**DATA PROVIDED:**
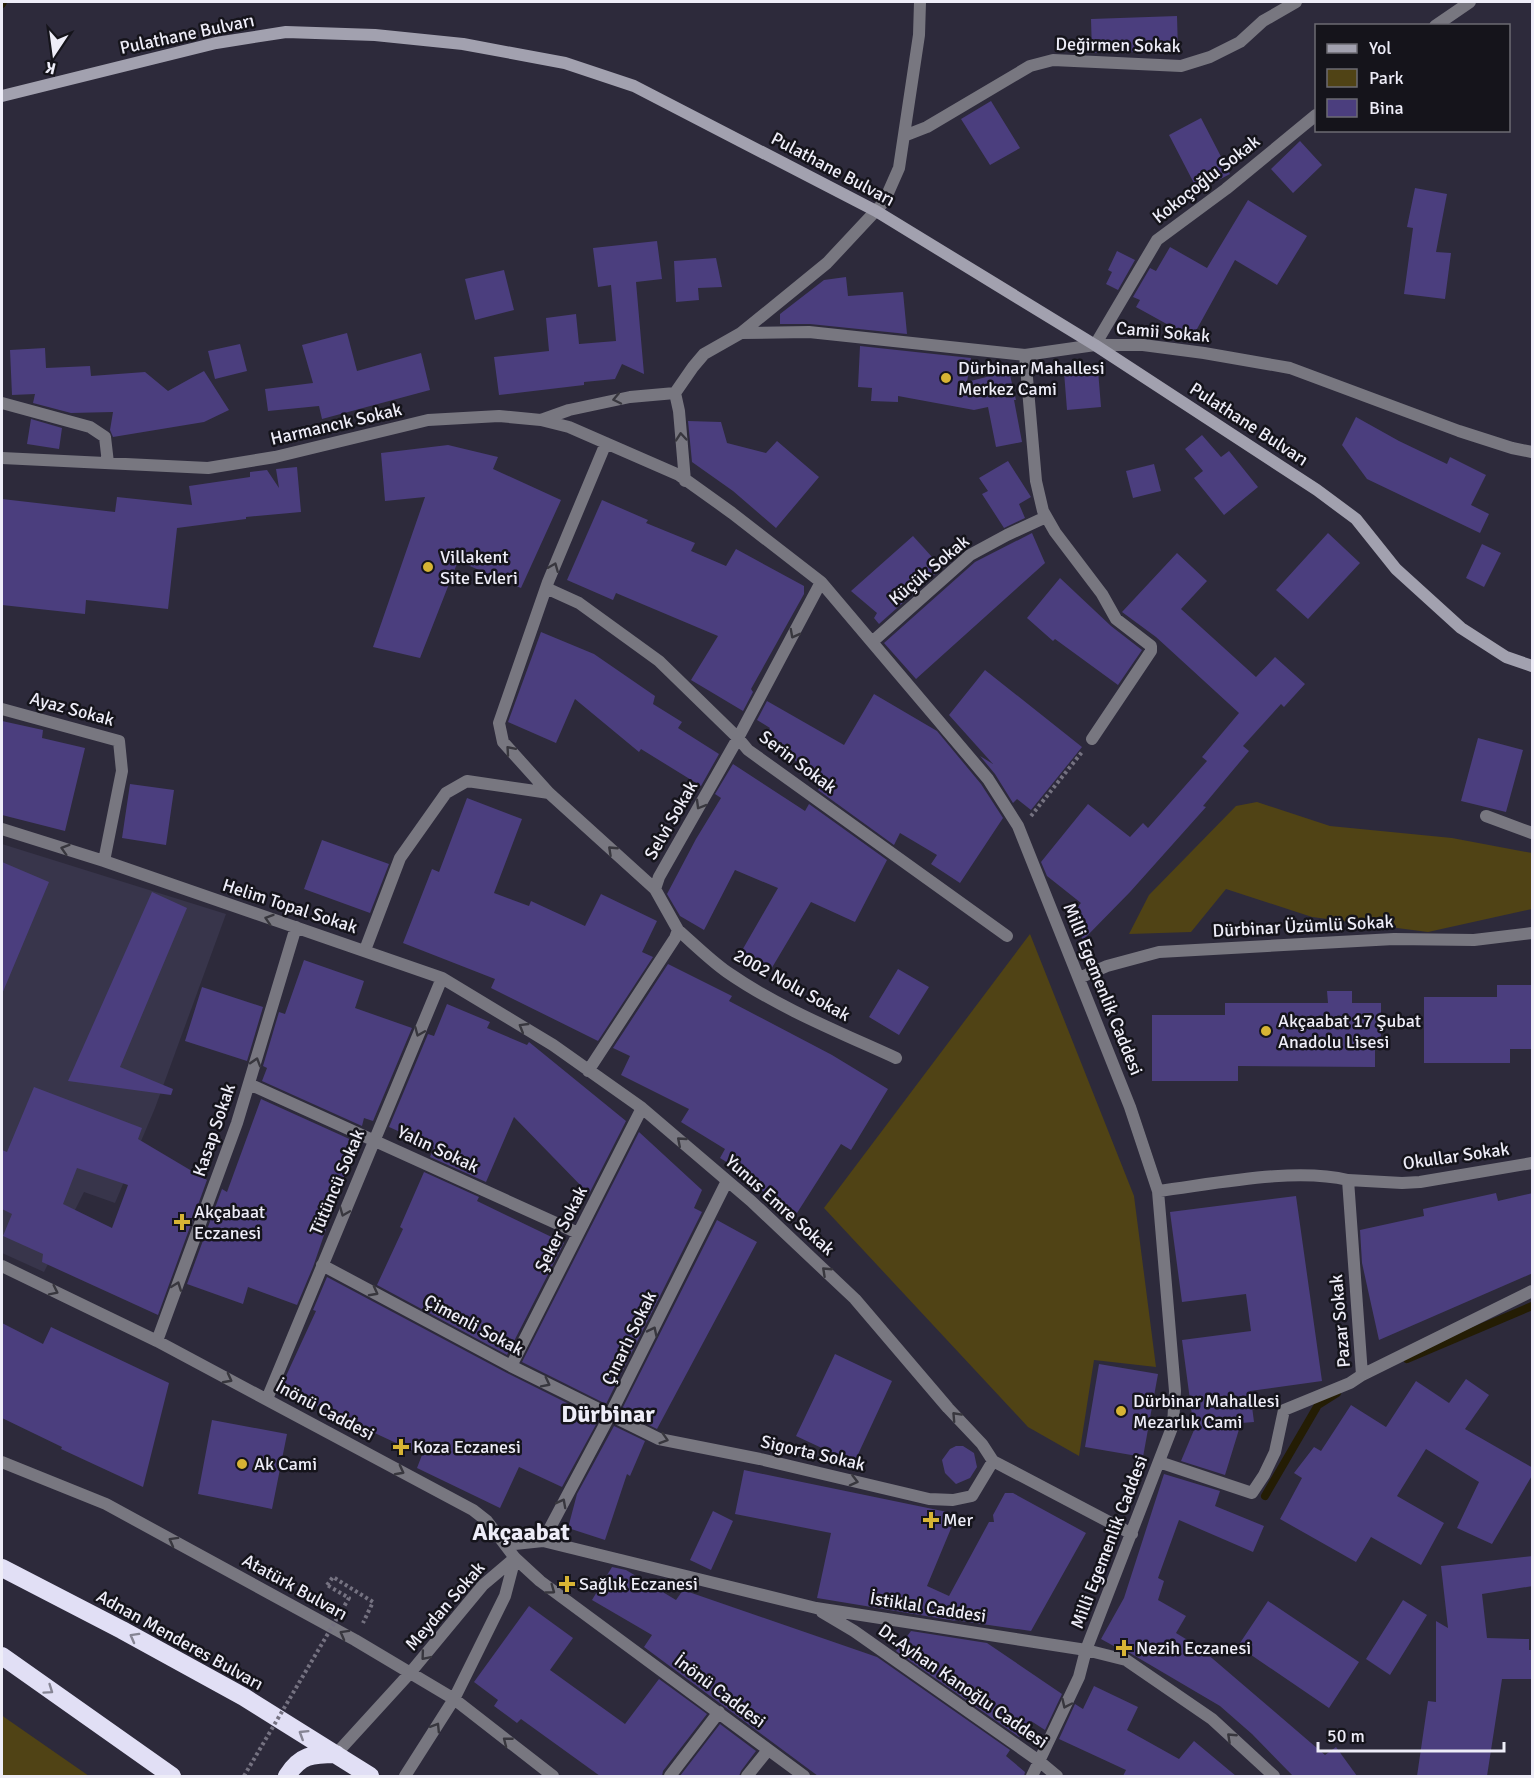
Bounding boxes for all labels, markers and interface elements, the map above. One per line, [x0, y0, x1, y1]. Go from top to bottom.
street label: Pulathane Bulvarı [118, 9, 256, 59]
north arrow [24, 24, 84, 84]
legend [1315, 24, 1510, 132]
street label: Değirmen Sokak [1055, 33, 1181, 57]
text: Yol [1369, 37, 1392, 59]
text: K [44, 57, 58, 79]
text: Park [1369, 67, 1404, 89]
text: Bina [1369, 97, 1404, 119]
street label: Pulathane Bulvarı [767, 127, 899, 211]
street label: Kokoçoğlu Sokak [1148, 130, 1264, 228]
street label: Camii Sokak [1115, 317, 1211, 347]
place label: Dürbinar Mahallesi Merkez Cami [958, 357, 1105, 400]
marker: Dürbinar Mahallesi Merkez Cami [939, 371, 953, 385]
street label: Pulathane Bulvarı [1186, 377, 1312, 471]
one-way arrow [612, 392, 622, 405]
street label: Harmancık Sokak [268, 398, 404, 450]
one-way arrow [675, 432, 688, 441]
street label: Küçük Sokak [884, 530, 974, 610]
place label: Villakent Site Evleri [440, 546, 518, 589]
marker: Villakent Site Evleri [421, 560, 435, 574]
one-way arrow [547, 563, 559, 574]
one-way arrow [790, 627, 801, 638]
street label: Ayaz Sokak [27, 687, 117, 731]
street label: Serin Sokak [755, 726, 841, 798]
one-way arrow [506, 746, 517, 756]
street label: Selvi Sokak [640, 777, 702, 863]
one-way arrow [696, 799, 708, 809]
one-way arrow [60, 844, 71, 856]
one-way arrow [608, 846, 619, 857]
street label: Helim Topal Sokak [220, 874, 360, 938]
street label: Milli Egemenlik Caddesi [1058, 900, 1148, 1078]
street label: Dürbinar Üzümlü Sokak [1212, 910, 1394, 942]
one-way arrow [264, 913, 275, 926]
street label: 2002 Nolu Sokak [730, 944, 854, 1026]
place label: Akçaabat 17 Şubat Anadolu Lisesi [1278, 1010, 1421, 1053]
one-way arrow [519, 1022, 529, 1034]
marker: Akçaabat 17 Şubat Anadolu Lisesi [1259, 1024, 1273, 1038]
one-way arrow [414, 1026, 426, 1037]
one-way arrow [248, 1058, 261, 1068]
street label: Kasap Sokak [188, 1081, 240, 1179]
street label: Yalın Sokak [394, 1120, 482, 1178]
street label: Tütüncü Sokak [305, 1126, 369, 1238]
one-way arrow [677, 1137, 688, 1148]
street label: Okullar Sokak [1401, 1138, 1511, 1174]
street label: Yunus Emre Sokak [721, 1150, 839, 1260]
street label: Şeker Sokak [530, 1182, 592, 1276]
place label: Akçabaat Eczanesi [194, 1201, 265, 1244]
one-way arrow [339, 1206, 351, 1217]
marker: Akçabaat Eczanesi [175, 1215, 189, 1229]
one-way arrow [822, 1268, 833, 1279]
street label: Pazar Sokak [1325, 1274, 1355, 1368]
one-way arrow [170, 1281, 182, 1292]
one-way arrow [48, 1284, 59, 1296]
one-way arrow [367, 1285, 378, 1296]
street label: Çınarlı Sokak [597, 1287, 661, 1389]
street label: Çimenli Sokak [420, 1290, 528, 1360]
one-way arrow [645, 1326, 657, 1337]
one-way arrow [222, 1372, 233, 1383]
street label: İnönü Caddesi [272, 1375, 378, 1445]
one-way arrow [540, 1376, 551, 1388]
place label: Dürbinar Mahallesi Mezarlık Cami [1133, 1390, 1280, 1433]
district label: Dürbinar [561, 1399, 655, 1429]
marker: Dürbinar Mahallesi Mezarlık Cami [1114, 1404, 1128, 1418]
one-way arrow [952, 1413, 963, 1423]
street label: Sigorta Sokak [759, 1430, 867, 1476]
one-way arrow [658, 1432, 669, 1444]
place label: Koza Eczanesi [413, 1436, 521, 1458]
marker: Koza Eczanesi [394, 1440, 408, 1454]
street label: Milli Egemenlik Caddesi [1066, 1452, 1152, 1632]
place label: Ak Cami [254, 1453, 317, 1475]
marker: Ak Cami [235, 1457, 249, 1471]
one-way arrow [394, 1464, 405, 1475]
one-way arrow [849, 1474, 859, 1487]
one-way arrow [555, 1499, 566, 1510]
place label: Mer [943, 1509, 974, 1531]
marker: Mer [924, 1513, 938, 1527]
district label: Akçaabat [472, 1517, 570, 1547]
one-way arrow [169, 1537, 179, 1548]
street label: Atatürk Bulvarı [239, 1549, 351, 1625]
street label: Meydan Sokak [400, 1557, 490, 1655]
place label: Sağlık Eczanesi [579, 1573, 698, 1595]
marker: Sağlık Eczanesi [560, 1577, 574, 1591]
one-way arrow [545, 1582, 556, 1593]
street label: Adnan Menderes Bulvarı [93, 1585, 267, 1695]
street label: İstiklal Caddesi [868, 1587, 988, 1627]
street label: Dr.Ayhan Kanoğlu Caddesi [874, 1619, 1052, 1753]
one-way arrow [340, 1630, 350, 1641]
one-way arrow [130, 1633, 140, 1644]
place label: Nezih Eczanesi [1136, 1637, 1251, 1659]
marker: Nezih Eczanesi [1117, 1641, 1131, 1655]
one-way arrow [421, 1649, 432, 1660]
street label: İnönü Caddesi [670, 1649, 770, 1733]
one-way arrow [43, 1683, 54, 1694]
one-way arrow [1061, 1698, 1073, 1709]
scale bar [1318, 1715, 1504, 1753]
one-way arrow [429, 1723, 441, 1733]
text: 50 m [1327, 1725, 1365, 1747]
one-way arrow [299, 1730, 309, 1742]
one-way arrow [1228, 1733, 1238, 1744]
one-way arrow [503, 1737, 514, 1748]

**WHAT IS REQUIRED:**
Reproduce the data exactly as it appears above. Pictures are to be left out.

**SOLUTION FOR THIS EXERCISE:**
Bounding boxes for all labels, markers and interface elements, the map above. One per line, [x0, y0, x1, y1]. Go from top to bottom.
street label: Pulathane Bulvarı [118, 9, 256, 59]
north arrow [24, 24, 84, 84]
legend [1315, 24, 1510, 132]
street label: Değirmen Sokak [1055, 33, 1181, 57]
text: Yol [1369, 37, 1392, 59]
text: K [44, 57, 58, 79]
text: Park [1369, 67, 1404, 89]
text: Bina [1369, 97, 1404, 119]
street label: Pulathane Bulvarı [767, 127, 899, 211]
street label: Kokoçoğlu Sokak [1148, 130, 1264, 228]
street label: Camii Sokak [1115, 317, 1211, 347]
place label: Dürbinar Mahallesi Merkez Cami [958, 357, 1105, 400]
marker: Dürbinar Mahallesi Merkez Cami [939, 371, 953, 385]
street label: Pulathane Bulvarı [1186, 377, 1312, 471]
one-way arrow [612, 392, 622, 405]
street label: Harmancık Sokak [268, 398, 404, 450]
one-way arrow [675, 432, 688, 441]
street label: Küçük Sokak [884, 530, 974, 610]
place label: Villakent Site Evleri [440, 546, 518, 589]
marker: Villakent Site Evleri [421, 560, 435, 574]
one-way arrow [547, 563, 559, 574]
one-way arrow [790, 627, 801, 638]
street label: Ayaz Sokak [27, 687, 117, 731]
street label: Serin Sokak [755, 726, 841, 798]
one-way arrow [506, 746, 517, 756]
street label: Selvi Sokak [640, 777, 702, 863]
one-way arrow [696, 799, 708, 809]
one-way arrow [60, 844, 71, 856]
one-way arrow [608, 846, 619, 857]
street label: Helim Topal Sokak [220, 874, 360, 938]
street label: Milli Egemenlik Caddesi [1058, 900, 1148, 1078]
street label: Dürbinar Üzümlü Sokak [1212, 910, 1394, 942]
one-way arrow [264, 913, 275, 926]
street label: 2002 Nolu Sokak [730, 944, 854, 1026]
place label: Akçaabat 17 Şubat Anadolu Lisesi [1278, 1010, 1421, 1053]
one-way arrow [519, 1022, 529, 1034]
marker: Akçaabat 17 Şubat Anadolu Lisesi [1259, 1024, 1273, 1038]
one-way arrow [414, 1026, 426, 1037]
one-way arrow [248, 1058, 261, 1068]
street label: Kasap Sokak [188, 1081, 240, 1179]
street label: Yalın Sokak [394, 1120, 482, 1178]
street label: Tütüncü Sokak [305, 1126, 369, 1238]
one-way arrow [677, 1137, 688, 1148]
street label: Okullar Sokak [1401, 1138, 1511, 1174]
street label: Yunus Emre Sokak [721, 1150, 839, 1260]
street label: Şeker Sokak [530, 1182, 592, 1276]
place label: Akçabaat Eczanesi [194, 1201, 265, 1244]
one-way arrow [339, 1206, 351, 1217]
marker: Akçabaat Eczanesi [175, 1215, 189, 1229]
one-way arrow [822, 1268, 833, 1279]
street label: Pazar Sokak [1325, 1274, 1355, 1368]
one-way arrow [170, 1281, 182, 1292]
one-way arrow [48, 1284, 59, 1296]
one-way arrow [367, 1285, 378, 1296]
street label: Çınarlı Sokak [597, 1287, 661, 1389]
street label: Çimenli Sokak [420, 1290, 528, 1360]
one-way arrow [645, 1326, 657, 1337]
one-way arrow [222, 1372, 233, 1383]
street label: İnönü Caddesi [272, 1375, 378, 1445]
one-way arrow [540, 1376, 551, 1388]
place label: Dürbinar Mahallesi Mezarlık Cami [1133, 1390, 1280, 1433]
district label: Dürbinar [561, 1399, 655, 1429]
marker: Dürbinar Mahallesi Mezarlık Cami [1114, 1404, 1128, 1418]
one-way arrow [952, 1413, 963, 1423]
street label: Sigorta Sokak [759, 1430, 867, 1476]
one-way arrow [658, 1432, 669, 1444]
place label: Koza Eczanesi [413, 1436, 521, 1458]
marker: Koza Eczanesi [394, 1440, 408, 1454]
street label: Milli Egemenlik Caddesi [1066, 1452, 1152, 1632]
place label: Ak Cami [254, 1453, 317, 1475]
marker: Ak Cami [235, 1457, 249, 1471]
one-way arrow [394, 1464, 405, 1475]
one-way arrow [849, 1474, 859, 1487]
one-way arrow [555, 1499, 566, 1510]
place label: Mer [943, 1509, 974, 1531]
marker: Mer [924, 1513, 938, 1527]
district label: Akçaabat [472, 1517, 570, 1547]
one-way arrow [169, 1537, 179, 1548]
street label: Atatürk Bulvarı [239, 1549, 351, 1625]
street label: Meydan Sokak [400, 1557, 490, 1655]
place label: Sağlık Eczanesi [579, 1573, 698, 1595]
marker: Sağlık Eczanesi [560, 1577, 574, 1591]
one-way arrow [545, 1582, 556, 1593]
street label: Adnan Menderes Bulvarı [93, 1585, 267, 1695]
street label: İstiklal Caddesi [868, 1587, 988, 1627]
street label: Dr.Ayhan Kanoğlu Caddesi [874, 1619, 1052, 1753]
one-way arrow [340, 1630, 350, 1641]
one-way arrow [130, 1633, 140, 1644]
place label: Nezih Eczanesi [1136, 1637, 1251, 1659]
marker: Nezih Eczanesi [1117, 1641, 1131, 1655]
one-way arrow [421, 1649, 432, 1660]
street label: İnönü Caddesi [670, 1649, 770, 1733]
one-way arrow [43, 1683, 54, 1694]
one-way arrow [1061, 1698, 1073, 1709]
scale bar [1318, 1715, 1504, 1753]
one-way arrow [429, 1723, 441, 1733]
text: 50 m [1327, 1725, 1365, 1747]
one-way arrow [299, 1730, 309, 1742]
one-way arrow [1228, 1733, 1238, 1744]
one-way arrow [503, 1737, 514, 1748]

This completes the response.